Carroll Ríos de Rodríguez

La frase socialismo espiritual es un oxímoron, quizás deliberado, pues Arévalo no suscribía un marxismo-leninismo colectivista y ateo. Ya desde la presidencia, priorizó la educación estatal e impulsó la redistribución de la riqueza. Bajo su gobierno se creó el Instituto Guatemalteco de Seguridad Social, se legalizó el Partido Guatemalteco del Trabajo (PGT) y se promovió la aprobación del Código del Trabajo. En 1956, Arévalo publicó su ensayo Fábula del tiburón y las sardinas: los países centroamericanos somos sardinas impotentes frente al malvado tiburón estadounidense. En fin, el arevalismo acabó siendo romántico, paternalista y asistencialista.

En contraste, arrasar violentamente con todo es el leitmotiv del socialismo del siglo XXI. Percibe las injusticias como sistémicas, enraizadas en una estructura capitalista. Los proyectos socialistas anteriores nacionalizaron la propiedad privada, pero la clase obrera entonces pasó a laborar para el Gobierno. Ahora quieren orquestar una “socialización real” de la propiedad, la abolición del dinero y del lucro, del trabajo asalariado y de las clases sociales. La economía debe ser centralmente planificada, con miras de acabar con los ricos y actitudes consumistas, así como para conservar el medioambiente.

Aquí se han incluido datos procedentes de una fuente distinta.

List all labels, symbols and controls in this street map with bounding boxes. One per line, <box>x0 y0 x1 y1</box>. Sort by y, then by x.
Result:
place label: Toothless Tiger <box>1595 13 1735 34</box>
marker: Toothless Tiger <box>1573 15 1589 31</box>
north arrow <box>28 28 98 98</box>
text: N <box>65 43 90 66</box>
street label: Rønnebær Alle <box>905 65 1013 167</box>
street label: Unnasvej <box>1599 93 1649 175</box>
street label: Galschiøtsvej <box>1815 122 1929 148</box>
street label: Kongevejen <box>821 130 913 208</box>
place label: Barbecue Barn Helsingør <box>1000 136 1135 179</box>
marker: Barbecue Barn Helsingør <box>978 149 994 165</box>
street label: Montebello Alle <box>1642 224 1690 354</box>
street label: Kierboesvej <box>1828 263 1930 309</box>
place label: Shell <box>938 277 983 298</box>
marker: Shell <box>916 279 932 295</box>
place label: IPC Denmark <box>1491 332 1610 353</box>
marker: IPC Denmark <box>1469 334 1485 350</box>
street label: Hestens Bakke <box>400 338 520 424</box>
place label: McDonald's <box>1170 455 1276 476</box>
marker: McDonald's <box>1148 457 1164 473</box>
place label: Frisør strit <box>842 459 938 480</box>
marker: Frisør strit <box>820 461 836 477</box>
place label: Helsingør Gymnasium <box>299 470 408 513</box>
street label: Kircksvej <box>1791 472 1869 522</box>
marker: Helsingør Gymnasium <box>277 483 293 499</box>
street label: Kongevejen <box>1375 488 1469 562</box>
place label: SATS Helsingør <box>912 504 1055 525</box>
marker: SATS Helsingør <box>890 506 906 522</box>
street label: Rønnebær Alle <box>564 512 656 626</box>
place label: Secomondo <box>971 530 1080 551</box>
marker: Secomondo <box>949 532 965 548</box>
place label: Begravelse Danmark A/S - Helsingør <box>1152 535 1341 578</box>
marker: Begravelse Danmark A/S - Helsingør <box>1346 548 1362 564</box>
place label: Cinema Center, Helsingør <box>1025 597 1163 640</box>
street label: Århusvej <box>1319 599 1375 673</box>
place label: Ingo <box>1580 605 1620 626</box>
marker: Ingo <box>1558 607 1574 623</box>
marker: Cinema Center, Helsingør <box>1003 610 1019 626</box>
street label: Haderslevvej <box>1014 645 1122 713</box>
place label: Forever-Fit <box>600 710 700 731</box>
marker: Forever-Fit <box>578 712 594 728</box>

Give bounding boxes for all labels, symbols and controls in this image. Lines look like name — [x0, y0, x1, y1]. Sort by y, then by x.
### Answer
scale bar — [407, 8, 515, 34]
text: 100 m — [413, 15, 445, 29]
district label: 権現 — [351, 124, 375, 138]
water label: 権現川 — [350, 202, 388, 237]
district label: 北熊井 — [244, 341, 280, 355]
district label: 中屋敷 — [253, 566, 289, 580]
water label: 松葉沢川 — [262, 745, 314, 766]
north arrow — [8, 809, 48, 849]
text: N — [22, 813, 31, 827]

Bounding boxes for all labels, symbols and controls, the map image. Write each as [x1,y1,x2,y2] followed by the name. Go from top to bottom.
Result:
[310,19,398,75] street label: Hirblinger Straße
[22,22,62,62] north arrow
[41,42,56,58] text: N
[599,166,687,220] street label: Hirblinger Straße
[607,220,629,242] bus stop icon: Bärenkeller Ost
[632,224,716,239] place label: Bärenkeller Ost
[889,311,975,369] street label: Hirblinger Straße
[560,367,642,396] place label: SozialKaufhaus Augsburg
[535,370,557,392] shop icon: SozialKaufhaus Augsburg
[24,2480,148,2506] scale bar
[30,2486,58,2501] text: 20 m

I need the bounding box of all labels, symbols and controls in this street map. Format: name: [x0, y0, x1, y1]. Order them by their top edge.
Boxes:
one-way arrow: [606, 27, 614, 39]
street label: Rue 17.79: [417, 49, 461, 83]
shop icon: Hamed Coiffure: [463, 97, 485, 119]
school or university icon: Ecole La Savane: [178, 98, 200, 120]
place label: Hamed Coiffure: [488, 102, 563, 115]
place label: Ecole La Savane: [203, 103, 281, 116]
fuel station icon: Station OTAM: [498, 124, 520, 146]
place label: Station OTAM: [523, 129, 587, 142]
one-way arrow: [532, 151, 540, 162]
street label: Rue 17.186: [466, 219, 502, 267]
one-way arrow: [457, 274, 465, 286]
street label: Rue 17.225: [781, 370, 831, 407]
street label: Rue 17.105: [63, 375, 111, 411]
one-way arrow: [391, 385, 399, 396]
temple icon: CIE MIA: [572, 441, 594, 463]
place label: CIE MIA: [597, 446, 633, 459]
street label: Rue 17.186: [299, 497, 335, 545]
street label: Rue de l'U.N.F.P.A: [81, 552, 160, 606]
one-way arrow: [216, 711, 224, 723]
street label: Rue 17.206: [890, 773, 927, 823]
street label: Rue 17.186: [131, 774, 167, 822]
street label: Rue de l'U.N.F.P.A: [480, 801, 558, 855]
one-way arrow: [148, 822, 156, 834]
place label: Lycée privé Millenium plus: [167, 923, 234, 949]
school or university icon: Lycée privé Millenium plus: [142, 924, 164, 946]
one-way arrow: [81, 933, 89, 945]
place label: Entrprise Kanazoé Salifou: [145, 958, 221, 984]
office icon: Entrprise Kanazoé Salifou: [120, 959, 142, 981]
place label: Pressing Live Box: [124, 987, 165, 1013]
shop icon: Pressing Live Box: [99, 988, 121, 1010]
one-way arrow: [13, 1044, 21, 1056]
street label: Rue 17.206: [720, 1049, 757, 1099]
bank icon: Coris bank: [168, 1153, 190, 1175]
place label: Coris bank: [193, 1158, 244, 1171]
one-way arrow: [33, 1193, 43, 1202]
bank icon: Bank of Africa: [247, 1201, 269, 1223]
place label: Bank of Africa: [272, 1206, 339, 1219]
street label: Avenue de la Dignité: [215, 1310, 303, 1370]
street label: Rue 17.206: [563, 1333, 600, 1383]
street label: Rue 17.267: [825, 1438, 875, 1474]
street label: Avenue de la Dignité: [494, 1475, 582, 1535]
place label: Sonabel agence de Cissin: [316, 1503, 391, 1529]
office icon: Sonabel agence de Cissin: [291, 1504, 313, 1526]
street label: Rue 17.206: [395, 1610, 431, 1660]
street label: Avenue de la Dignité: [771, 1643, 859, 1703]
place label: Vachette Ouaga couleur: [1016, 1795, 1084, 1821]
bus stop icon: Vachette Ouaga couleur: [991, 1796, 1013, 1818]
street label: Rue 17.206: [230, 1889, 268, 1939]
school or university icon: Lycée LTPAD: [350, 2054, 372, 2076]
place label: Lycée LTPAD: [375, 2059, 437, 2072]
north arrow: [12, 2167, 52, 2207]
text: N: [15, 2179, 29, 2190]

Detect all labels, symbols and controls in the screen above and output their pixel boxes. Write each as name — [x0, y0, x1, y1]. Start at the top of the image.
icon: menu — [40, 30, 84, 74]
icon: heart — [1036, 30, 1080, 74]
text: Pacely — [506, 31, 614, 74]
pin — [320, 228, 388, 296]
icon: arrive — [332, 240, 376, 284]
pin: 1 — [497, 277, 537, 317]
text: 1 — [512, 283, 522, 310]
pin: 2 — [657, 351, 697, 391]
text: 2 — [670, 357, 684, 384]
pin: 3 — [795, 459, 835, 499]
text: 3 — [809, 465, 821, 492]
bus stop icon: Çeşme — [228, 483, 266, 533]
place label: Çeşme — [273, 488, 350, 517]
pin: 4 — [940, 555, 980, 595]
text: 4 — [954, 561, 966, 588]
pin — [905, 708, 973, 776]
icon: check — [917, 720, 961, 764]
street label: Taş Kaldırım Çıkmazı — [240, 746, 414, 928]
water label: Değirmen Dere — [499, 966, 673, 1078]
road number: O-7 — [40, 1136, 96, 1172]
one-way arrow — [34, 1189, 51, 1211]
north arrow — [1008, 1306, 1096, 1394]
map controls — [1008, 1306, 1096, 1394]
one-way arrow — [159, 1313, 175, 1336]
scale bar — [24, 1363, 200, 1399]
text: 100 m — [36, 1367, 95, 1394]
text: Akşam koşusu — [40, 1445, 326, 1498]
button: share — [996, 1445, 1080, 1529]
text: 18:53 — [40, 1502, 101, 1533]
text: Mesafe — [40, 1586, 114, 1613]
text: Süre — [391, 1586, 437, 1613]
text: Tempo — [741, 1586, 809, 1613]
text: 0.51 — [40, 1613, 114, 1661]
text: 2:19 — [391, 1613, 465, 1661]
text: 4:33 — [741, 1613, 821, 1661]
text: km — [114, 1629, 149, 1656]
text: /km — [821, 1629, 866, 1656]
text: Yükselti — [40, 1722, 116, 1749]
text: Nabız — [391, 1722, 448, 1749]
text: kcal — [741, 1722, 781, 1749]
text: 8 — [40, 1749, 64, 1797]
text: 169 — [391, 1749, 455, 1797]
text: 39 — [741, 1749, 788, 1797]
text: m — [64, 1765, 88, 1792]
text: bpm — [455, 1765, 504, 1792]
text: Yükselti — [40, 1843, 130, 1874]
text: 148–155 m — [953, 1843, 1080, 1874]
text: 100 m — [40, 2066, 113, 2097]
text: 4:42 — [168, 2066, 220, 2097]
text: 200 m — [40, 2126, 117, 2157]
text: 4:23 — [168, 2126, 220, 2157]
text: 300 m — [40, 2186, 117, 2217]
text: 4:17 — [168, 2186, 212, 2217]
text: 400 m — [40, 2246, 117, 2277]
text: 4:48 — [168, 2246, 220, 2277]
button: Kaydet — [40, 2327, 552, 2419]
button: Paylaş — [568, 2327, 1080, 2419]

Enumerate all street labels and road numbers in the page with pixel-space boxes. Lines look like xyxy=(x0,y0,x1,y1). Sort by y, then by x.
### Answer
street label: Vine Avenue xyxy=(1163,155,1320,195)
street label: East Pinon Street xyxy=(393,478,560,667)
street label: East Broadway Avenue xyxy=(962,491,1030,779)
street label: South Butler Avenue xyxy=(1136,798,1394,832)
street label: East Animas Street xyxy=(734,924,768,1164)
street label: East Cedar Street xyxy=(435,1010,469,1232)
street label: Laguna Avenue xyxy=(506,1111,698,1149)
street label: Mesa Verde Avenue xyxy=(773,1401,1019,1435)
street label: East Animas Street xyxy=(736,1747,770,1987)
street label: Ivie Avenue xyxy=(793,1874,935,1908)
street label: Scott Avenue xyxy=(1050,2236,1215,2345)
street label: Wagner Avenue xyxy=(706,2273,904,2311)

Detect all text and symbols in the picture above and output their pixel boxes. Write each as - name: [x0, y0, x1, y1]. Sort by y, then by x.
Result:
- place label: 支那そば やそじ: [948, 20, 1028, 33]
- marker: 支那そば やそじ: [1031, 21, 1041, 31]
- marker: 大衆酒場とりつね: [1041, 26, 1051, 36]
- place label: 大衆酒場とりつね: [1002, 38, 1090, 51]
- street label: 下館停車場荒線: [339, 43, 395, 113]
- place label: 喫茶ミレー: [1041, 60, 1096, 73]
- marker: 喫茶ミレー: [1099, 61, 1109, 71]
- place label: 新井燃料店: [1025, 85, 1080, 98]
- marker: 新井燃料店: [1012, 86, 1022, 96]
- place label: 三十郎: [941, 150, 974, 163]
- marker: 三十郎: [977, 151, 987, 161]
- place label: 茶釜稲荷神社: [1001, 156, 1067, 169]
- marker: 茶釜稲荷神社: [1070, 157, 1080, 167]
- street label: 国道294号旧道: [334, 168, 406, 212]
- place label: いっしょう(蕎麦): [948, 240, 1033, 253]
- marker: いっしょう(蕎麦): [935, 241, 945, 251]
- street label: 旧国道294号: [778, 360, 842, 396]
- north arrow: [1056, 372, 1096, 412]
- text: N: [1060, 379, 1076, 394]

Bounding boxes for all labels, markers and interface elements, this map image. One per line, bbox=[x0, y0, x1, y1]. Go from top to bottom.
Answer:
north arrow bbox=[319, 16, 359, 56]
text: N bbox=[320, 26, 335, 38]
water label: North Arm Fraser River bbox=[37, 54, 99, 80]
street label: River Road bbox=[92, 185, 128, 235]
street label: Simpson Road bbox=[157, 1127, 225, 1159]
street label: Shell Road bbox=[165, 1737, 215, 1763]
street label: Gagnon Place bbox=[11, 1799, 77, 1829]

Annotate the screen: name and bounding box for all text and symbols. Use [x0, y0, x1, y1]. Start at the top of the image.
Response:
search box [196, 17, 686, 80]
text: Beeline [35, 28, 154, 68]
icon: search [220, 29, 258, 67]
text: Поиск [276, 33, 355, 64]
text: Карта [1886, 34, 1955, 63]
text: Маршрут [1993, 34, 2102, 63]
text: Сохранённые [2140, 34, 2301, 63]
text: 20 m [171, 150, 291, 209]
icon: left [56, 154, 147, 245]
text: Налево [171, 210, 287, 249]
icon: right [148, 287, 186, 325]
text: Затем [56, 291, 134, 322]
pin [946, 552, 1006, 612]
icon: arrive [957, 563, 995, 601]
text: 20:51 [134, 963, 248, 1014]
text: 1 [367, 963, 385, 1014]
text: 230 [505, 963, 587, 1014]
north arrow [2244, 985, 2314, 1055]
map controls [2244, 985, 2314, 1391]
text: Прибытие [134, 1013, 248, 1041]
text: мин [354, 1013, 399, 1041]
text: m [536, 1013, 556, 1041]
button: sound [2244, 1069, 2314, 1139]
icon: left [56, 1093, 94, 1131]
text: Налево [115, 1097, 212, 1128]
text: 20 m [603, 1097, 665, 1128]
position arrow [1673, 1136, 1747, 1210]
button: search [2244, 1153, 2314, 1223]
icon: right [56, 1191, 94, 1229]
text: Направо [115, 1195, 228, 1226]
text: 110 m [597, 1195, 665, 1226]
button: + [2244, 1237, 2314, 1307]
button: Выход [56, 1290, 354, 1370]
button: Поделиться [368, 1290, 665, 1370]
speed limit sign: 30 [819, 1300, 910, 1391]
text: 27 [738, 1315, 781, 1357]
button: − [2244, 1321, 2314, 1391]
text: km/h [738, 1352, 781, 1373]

La misma socialización niveladora tendría que ocurrir en la arena política y cultural. Se habla de la “democratización global de la sociedad”, de nuevos símbolos y nuevos vocablos, y de “desbordar” en vez de dinamitar al Estado. Todo ello requiere declarar la guerra contra la familia tradicional, la mentalidad “binaria” de género, la religión y las costumbres ancestrales para dar paso a una sociedad plagada de categorías identitarias y reclamos mutuos.

Algunas facetas de esta visión socialista radical son atrayentes, sobre todo cuando se arropan en palabras como la fraternidad, pluralismo, equidad, justicia, amor y hasta libertad. Sin embargo, es una utopía imposible, y el intento requiere la coerción totalitaria y la intolerancia a la diversidad de criterios. La persona, el respeto mutuo y la ética sobran: el fin justifica los medios.

Acusan a las familias, al productor y al consumidor en el mercado de ser extractivos, pero la opresión real ocurre cuando el socialismo radical destruye los cimientos sociales y abusa del poder gubernamental. El mercado es un juego de suma positivo, de beneficios mutuos, en cambio el socialismo radical expropia y empobrece, pues todo lo que el Gobierno reparte a unos se lo quitó previamente a otros. Los gobernantes no producen bienes, y entre más poderes arbitrarios amasan, más corruptos se tornan. La creación de riqueza a través del trabajo, en un ambiente de libertad y respeto, no es optativa si hemos de sobrevivir y florecer como sociedad.